Electrocardiologic and related methods of non-invasive detection and risk stratification in myocardial ischemia: state of the art and perspectives

Abstract

Background: Electrocardiographic methods still provide the bulk of cardiovascular diagnostics. Cardiac ischemia is associated with typical alterations in cardiac biosignals that have to be measured, analyzed by mathematical algorithms and allegorized for further clinical diagnostics. The fast growing fields of biomedical engineering and applied sciences are intensely focused on generating new approaches to cardiac biosignal analysis for diagnosis and risk stratification in myocardial ischemia.

Objectives: To present and review the state of the art in and new approaches to electrocardiologic methods for non-invasive detection and risk stratification in coronary artery disease (CAD) and myocardial ischemia; secondarily, to explore the future perspectives of these methods.
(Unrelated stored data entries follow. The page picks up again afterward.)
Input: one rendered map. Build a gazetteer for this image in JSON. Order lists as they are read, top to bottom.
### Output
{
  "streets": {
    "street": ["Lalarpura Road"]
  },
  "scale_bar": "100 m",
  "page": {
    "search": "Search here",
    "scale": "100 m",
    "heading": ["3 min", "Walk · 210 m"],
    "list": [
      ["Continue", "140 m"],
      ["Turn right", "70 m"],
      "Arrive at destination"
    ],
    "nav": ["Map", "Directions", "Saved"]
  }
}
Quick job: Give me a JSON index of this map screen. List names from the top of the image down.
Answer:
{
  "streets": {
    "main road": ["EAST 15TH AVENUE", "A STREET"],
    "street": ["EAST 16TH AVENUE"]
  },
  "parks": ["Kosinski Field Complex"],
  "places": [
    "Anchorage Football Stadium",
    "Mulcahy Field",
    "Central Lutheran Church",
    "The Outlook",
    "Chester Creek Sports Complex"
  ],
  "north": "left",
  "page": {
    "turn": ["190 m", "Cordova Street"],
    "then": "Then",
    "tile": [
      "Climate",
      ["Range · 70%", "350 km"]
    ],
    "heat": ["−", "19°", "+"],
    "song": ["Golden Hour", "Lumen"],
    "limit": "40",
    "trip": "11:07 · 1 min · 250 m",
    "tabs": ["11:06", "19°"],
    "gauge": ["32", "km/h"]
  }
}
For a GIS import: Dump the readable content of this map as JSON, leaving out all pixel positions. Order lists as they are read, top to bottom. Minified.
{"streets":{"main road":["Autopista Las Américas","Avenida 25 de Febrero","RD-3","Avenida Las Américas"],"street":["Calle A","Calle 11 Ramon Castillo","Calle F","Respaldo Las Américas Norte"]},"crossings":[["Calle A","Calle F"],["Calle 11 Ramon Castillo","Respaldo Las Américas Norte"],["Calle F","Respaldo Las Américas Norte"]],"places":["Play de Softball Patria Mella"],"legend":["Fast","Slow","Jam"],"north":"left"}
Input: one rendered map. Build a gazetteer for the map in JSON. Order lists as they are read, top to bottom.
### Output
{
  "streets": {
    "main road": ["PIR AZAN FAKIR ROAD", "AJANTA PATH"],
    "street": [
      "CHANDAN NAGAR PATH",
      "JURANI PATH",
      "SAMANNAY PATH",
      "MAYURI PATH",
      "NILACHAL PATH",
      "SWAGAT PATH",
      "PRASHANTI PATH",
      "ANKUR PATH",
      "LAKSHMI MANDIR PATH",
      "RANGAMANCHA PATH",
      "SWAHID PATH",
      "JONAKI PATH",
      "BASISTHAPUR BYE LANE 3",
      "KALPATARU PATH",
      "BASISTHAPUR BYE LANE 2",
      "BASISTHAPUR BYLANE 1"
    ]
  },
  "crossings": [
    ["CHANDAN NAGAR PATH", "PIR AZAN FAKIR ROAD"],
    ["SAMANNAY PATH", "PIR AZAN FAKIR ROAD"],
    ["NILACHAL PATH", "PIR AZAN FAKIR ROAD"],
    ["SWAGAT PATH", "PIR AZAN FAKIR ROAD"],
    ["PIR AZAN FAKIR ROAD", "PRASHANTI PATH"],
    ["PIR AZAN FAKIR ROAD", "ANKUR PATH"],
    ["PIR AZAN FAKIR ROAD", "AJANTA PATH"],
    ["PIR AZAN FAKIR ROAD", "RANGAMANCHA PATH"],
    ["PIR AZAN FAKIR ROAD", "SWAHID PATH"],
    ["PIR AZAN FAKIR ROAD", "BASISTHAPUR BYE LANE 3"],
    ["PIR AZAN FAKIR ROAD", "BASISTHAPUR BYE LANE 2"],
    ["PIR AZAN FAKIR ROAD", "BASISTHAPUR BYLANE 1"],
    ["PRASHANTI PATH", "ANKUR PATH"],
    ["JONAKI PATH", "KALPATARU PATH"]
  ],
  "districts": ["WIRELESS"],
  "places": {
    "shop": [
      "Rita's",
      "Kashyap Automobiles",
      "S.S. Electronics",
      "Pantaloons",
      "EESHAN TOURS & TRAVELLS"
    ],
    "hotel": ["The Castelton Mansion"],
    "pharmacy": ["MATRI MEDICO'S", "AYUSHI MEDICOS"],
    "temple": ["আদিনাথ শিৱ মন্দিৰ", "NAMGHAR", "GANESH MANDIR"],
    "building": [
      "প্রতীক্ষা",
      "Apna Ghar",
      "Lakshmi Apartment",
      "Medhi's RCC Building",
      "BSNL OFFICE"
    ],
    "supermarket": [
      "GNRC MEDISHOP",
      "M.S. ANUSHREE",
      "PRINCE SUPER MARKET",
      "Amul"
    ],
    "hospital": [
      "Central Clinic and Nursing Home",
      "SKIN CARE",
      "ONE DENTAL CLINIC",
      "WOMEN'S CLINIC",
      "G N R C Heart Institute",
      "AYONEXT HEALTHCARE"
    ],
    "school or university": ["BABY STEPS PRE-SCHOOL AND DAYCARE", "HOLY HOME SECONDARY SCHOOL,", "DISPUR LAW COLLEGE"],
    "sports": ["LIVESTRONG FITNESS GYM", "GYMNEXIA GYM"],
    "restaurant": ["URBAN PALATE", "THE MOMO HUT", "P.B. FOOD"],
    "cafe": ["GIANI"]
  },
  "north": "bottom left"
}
Methods: In follow-up to the Expert Discussion at the 2008 Workshop on "Biosignal Analysis" of the German Society of Biomedical Engineering in Potsdam, Germany, we comprehensively searched the pertinent literature and databases and compiled the results into this review. Then, we categorized the state-of-the-art methods and selected new approaches based on their applications in detection and risk stratification of myocardial ischemia. Finally, we compared the pros and cons of the methods and explored their future potentials for cardiology.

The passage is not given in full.